Jn 8:58: The Divine "I Am"
By the voice "I am" (Ego Sum), His being perpetual, free from all time, is signified, just as His Father used that voice "I Am" (Exodus 3:14); so also He (Chrysostom). And Euthymius well says: "τὸ μὲν γενέσθαι κτιστοῦ, τὸ δὲ εἰμὶ ἀκτίστου" ("to be made" belongs to a creature, but "I am" to the Uncreated). His being is eternal, subject to no mutation or destruction. He asserts with a solemn formula, as if in place of an oath, for the confirmation of things said (cf. Cyril).
Therefore, He teaches most clearly that, although as man He had a certain and defined age, nevertheless He was besides God who existed before all time (Maldonatus). And similarly all, even Weiss, who acts against those Protestants who wish to explain it concerning ideal being, concerning that which existed in God's counsel, by which sense all and everything would be from eternity because God with His eternal science comprehends all things as if present.
But again, the more the divine light dazzles their eyes, the more they study to commit themselves to denser darkness. They attempt to stone Jesus as a blasphemer (cf. Leviticus 24:16).

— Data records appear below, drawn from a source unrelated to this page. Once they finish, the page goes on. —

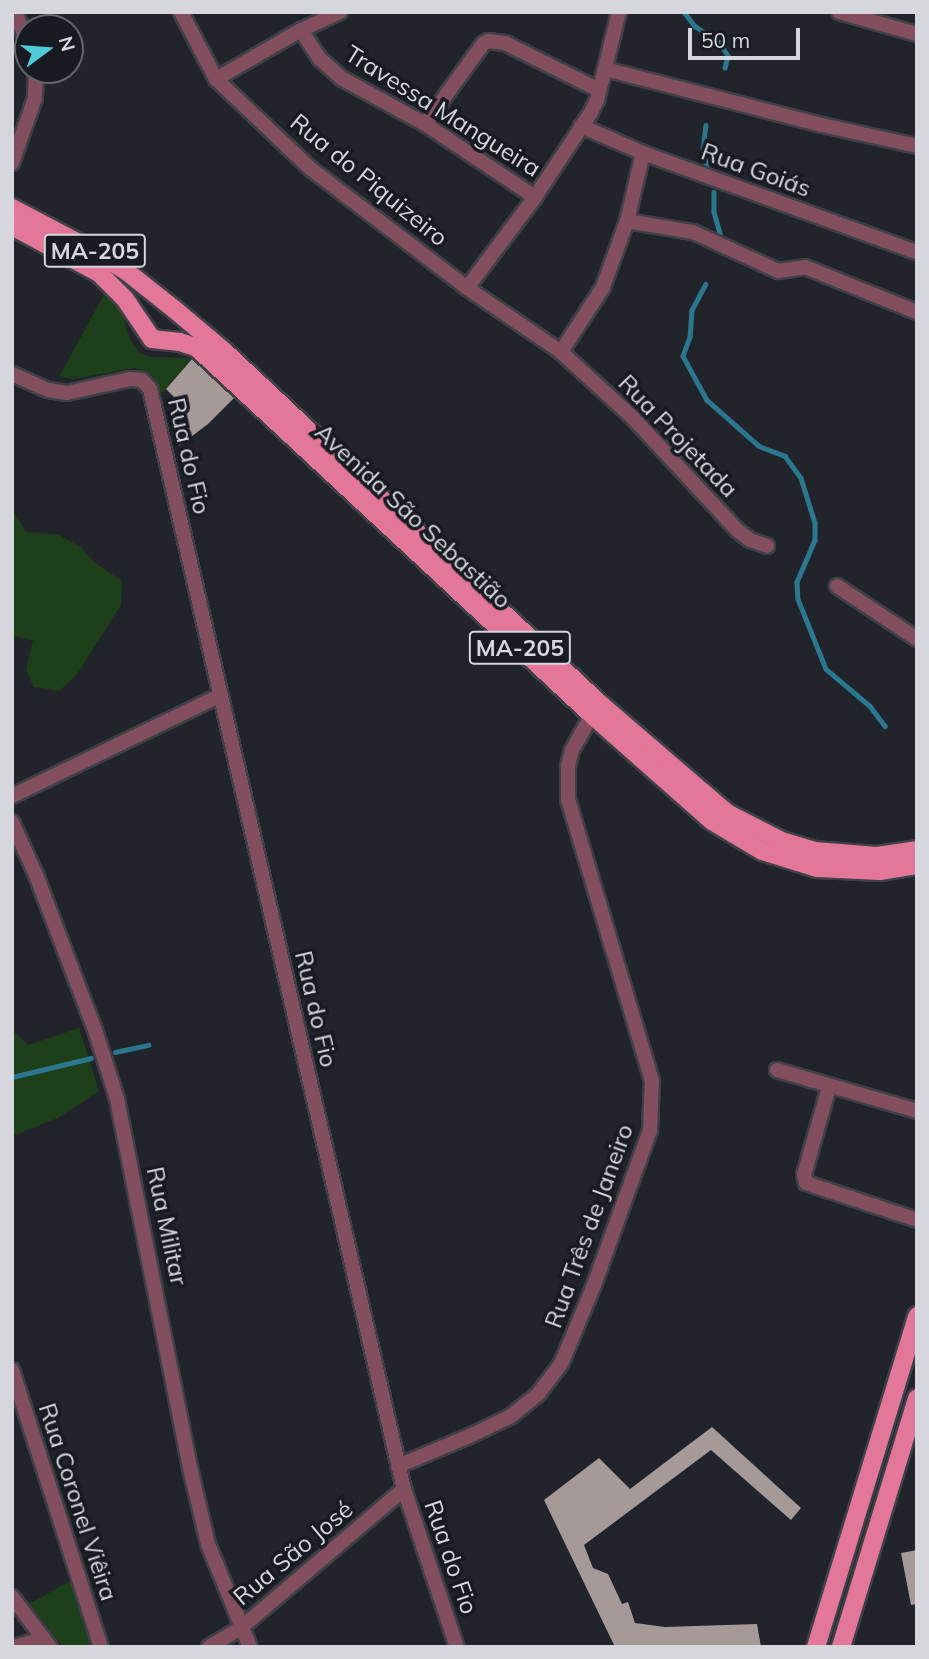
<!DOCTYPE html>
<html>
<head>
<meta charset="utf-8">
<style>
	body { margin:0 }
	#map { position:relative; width:929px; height:1659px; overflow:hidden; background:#22242b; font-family:Mulish,sans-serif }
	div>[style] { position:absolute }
	.green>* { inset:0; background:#1d3f1a }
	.stream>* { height:4.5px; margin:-2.25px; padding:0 2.25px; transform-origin:2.25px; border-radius:2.25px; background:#2b778d }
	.building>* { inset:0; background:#a69a99 }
	.roads { filter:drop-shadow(2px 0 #3f4147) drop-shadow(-2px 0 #3f4147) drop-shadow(0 2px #3f4147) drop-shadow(0 -2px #3f4147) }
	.minor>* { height:14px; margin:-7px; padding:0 7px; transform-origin:7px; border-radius:7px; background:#834f5f }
	.major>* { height:18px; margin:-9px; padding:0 9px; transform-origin:9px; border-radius:9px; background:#e27799 }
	span { translate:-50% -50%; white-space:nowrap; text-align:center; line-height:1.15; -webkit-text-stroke:7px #181b21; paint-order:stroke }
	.shield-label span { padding:2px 5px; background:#181b21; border:2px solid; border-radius:5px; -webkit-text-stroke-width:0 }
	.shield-label { font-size:23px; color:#d5d7dc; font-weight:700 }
	.street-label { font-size:24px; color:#d5d7dc }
	.frame { position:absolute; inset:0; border:14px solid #d5d7dc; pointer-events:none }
	.north { position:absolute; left:14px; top:14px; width:70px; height:70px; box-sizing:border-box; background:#181b21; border:2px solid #64666c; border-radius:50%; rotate:74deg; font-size:19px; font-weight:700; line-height:28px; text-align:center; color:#d5d7dc }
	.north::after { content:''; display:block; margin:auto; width:24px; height:32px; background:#52cbd9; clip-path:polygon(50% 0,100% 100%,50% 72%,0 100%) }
	.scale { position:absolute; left:688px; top:28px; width:112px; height:32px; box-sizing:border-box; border:4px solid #d5d7dc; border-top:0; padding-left:9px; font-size:21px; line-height:24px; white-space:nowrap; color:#d5d7dc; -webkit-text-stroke:5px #181b21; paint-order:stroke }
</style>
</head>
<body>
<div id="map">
	<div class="green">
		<i style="clip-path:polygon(106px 291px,122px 310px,130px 340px,140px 353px,151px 357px,192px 358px,161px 394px,152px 375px,135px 368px,72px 379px,59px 377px)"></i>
		<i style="clip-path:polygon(12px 510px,26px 532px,59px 535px,82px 548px,95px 563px,122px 581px,121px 605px,76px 676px,59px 691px,34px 687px,26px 670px,33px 640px,12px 636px)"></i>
		<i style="clip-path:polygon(79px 1028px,99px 1091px,58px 1118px,12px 1136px,12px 1030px,28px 1045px)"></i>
		<i style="clip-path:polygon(75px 1578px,96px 1647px,63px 1647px,29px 1604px)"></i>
	</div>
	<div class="stream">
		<i style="left:684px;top:12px;width:18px;rotate:52deg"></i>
		<i style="left:695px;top:26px;width:30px;rotate:34deg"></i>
		<i style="left:720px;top:43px;width:15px;rotate:58deg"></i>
		<i style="left:728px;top:56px;width:12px;rotate:104deg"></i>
		<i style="left:706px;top:125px;width:23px;rotate:97deg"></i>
		<i style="left:703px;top:148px;width:19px;rotate:78deg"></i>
		<i style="left:714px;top:192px;width:20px;rotate:90deg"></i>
		<i style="left:714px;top:212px;width:22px;rotate:74deg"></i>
		<i style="left:706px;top:284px;width:30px;rotate:118deg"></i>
		<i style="left:692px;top:310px;width:27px;rotate:94deg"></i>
		<i style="left:690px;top:337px;width:20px;rotate:110deg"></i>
		<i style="left:683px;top:356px;width:50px;rotate:61.4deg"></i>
		<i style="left:707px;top:400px;width:69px;rotate:41.5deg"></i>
		<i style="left:759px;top:446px;width:28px;rotate:21deg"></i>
		<i style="left:785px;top:456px;width:27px;rotate:54deg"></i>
		<i style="left:801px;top:478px;width:47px;rotate:72.7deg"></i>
		<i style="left:815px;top:523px;width:17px;rotate:90deg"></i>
		<i style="left:815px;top:540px;width:46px;rotate:113.2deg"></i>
		<i style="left:797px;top:582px;width:17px;rotate:87deg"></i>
		<i style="left:798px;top:599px;width:75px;rotate:68.2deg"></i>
		<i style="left:826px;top:669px;width:57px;rotate:40.1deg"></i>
		<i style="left:870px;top:706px;width:25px;rotate:53deg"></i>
		<i style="left:115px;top:1052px;width:34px;rotate:-12deg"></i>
		<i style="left:12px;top:1077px;width:81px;rotate:-13.5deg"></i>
	</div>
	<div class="building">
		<i style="clip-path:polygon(192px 359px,234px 398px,208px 424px,179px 446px,171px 428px,184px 419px,180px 412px,185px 408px,166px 389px)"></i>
		<i style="clip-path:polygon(712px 1427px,801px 1508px,791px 1520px,711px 1450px,584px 1545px,593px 1568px,608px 1574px,622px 1604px,628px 1602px,635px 1623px,665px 1627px,757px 1624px,761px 1647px,615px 1647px,544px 1500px,599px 1458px,630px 1489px)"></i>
		<i style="clip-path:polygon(917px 1550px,917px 1604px,911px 1605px,901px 1553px)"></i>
	</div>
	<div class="roads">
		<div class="minor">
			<i style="left:15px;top:12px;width:35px;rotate:68deg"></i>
			<i style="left:181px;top:12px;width:76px;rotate:62.4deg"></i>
			<i style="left:216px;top:79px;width:131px;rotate:43.5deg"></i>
			<i style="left:311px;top:169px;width:196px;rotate:37.3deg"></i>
			<i style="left:467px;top:288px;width:114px;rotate:34.2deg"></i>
			<i style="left:561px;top:352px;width:98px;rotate:42.5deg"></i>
			<i style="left:633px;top:418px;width:153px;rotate:47.1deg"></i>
			<i style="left:737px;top:530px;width:16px;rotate:38deg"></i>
			<i style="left:750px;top:540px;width:18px;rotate:19deg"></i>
			<i style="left:839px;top:12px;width:81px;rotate:15.8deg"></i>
			<i style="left:301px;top:30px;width:33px;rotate:57deg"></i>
			<i style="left:319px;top:58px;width:30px;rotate:42deg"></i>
			<i style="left:341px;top:78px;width:96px;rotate:28.7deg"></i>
			<i style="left:425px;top:124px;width:132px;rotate:33.6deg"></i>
			<i style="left:605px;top:69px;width:224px;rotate:14.5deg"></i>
			<i style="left:822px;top:125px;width:97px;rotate:12.5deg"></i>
			<i style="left:216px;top:79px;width:98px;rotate:-30deg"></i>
			<i style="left:301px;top:30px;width:43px;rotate:-24.8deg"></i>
			<i style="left:425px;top:124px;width:99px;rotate:-54.1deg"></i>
			<i style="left:483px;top:44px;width:6px;rotate:-31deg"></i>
			<i style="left:488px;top:41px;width:17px;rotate:7deg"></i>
			<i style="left:505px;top:43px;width:105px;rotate:26.6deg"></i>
			<i style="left:581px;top:126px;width:68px;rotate:23.5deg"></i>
			<i style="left:643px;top:153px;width:291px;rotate:19.9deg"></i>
			<i style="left:12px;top:163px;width:69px;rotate:-70.5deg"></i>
			<i style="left:35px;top:98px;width:28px;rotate:-88deg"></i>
			<i style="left:627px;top:221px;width:67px;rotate:9.5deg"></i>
			<i style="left:693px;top:232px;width:94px;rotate:24.6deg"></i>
			<i style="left:778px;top:271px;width:27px;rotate:-8deg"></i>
			<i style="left:805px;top:267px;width:121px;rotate:21.9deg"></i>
			<i style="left:467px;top:288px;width:114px;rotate:-53.2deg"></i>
			<i style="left:535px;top:197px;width:100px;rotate:-56.5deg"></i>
			<i style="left:590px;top:114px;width:16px;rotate:-63deg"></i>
			<i style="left:597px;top:100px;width:91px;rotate:-76deg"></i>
			<i style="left:561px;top:352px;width:77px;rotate:-57.1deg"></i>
			<i style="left:603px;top:287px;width:70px;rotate:-70deg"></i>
			<i style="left:627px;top:221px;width:70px;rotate:-76.8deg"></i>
			<i style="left:12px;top:374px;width:39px;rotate:24deg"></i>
			<i style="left:48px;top:390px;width:19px;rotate:9deg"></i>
			<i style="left:67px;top:393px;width:65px;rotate:-12.5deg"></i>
			<i style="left:130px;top:379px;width:12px;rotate:5deg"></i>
			<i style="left:142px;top:380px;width:12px;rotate:48deg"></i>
			<i style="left:150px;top:389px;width:1129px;rotate:77deg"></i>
			<i style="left:404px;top:1489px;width:167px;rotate:71.5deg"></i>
			<i style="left:837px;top:586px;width:96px;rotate:33.5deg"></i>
			<i style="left:12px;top:796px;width:232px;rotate:-25.8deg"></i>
			<i style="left:12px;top:822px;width:58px;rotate:65.6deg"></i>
			<i style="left:36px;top:875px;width:172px;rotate:69.2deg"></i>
			<i style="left:97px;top:1036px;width:66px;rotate:72.4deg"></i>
			<i style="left:117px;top:1099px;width:380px;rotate:78.8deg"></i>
			<i style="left:191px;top:1472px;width:74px;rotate:76.7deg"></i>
			<i style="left:208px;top:1544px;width:111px;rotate:67.8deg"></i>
			<i style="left:777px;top:1070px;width:146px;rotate:16.3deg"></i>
			<i style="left:829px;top:1087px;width:91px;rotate:105.9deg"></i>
			<i style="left:804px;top:1175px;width:8px;rotate:76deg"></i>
			<i style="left:806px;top:1183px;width:117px;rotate:18.4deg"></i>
			<i style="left:12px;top:1370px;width:291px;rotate:72.2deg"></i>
			<i style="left:398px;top:1466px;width:82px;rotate:-22.8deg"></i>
			<i style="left:474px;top:1434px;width:41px;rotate:-25.9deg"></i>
			<i style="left:511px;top:1416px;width:36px;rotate:-39deg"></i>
			<i style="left:539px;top:1393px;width:36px;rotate:-53deg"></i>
			<i style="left:561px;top:1364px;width:86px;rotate:-67.3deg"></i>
			<i style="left:594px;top:1285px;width:165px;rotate:-70.1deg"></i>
			<i style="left:650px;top:1130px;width:49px;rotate:-87.7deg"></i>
			<i style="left:652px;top:1081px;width:293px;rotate:-106.6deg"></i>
			<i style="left:568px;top:800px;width:34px;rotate:-90deg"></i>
			<i style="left:568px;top:766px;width:16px;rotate:-76deg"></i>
			<i style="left:572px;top:750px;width:40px;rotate:-60.3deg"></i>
			<i style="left:12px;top:1597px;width:63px;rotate:52.8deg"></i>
			<i style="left:15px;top:1647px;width:30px;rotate:-17deg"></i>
			<i style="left:209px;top:1647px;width:39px;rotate:-31deg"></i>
			<i style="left:242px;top:1627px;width:213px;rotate:-40.4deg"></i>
		</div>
		<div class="major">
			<i style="left:12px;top:208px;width:88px;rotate:27.7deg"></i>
			<i style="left:90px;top:249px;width:42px;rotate:31.4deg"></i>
			<i style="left:126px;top:271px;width:61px;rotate:38.4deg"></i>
			<i style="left:174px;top:309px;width:65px;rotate:40deg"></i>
			<i style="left:224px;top:351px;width:513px;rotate:43.18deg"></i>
			<i style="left:598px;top:702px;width:170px;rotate:40.7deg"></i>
			<i style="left:727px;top:813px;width:62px;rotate:27deg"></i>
			<i style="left:782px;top:841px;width:34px;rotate:17deg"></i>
			<i style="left:815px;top:851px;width:62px;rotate:4.6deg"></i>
			<i style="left:877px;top:856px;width:40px;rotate:-8.5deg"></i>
			<i style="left:12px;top:226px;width:99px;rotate:28.4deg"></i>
			<i style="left:99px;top:273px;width:37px;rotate:45deg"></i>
			<i style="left:125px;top:299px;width:48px;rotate:56deg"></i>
			<i style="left:152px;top:339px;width:28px;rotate:6deg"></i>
			<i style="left:180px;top:342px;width:18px;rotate:19deg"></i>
			<i style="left:197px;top:348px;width:539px;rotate:42.9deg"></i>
			<i style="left:592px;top:715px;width:160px;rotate:41.5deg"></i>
			<i style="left:712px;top:821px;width:58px;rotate:31deg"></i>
			<i style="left:762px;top:851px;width:58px;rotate:17.2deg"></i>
			<i style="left:817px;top:868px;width:63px;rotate:2.7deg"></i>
			<i style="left:880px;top:871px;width:37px;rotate:-9deg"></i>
			<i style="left:816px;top:1647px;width:346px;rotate:-73deg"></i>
			<i style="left:841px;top:1647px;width:260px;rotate:-73deg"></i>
		</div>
	</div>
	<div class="shield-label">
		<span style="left:95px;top:251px">MA-205</span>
		<span style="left:520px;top:648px">MA-205</span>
	</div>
	<div class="street-label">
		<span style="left:443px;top:111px;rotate:32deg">Travessa Mangueira</span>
		<span style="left:756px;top:170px;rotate:20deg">Rua Goiás</span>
		<span style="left:369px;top:180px;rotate:39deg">Rua do Piquizeiro</span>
		<span style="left:678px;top:436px;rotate:46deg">Rua Projetada</span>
		<span style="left:189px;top:456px;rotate:77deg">Rua do Fio</span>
		<span style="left:413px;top:516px;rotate:43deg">Avenida São Sebastião</span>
		<span style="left:316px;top:1009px;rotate:77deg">Rua do Fio</span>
		<span style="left:167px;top:1226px;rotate:78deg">Rua Militar</span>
		<span style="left:589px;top:1226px;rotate:-70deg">Rua Três de Janeiro</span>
		<span style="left:78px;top:1502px;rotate:72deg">Rua Coronel Viêira</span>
		<span style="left:293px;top:1553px;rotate:-40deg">Rua São José</span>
		<span style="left:451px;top:1557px;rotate:71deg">Rua do Fio</span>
	</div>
	<div class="frame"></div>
	<div class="north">N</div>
	<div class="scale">50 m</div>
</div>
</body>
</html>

Jn 8:59: The Attempt to Stone Jesus
"He hid Himself" (ἐκρύβη): Which is to be explained most probably with Cyril: Christ hides Himself, not by passing under walls, nor by opposing anything else to His proper body, but by the force of divinity rendering Himself minimally conspicuous to those seeking. So also Theophylact, Heraclitus in Catena Cordis, and Cr. Theophylact, Euthymius, Thomas, Cajetan, Toletus, Jansenius, Maldonatus, Lapide, Calmet, Natalis, Schanz.
To others, however, this seems less probable, but more congruous that Jesus withdrew Himself, mixing Himself with the crowds, or entering into some house of the temple, or turning aside into some hidden place. So they seem to have understood: Chrysostom, Augustine—"as a man He fled from the stones" (so Baronius, Cornelius a Lapide, Schegg, Fillion, Weiss, Edersheim). This indeed in the building of the temple, which was distinguished by very many chambers and porticoes, could easily be done, especially if, as Edersheim wishes, the Jews rushed forth into the court of the Gentiles to take up stones (cf. 2 Paralipomenon 24:21: "they cast stones by the king's command in the court of the house of the Lord"; and Matthew 23:35: "whom you killed between the temple and the altar"; and that the Jews executed stoning in the temple itself, see in Josephus, Antiq. 17.9.3; Schanz).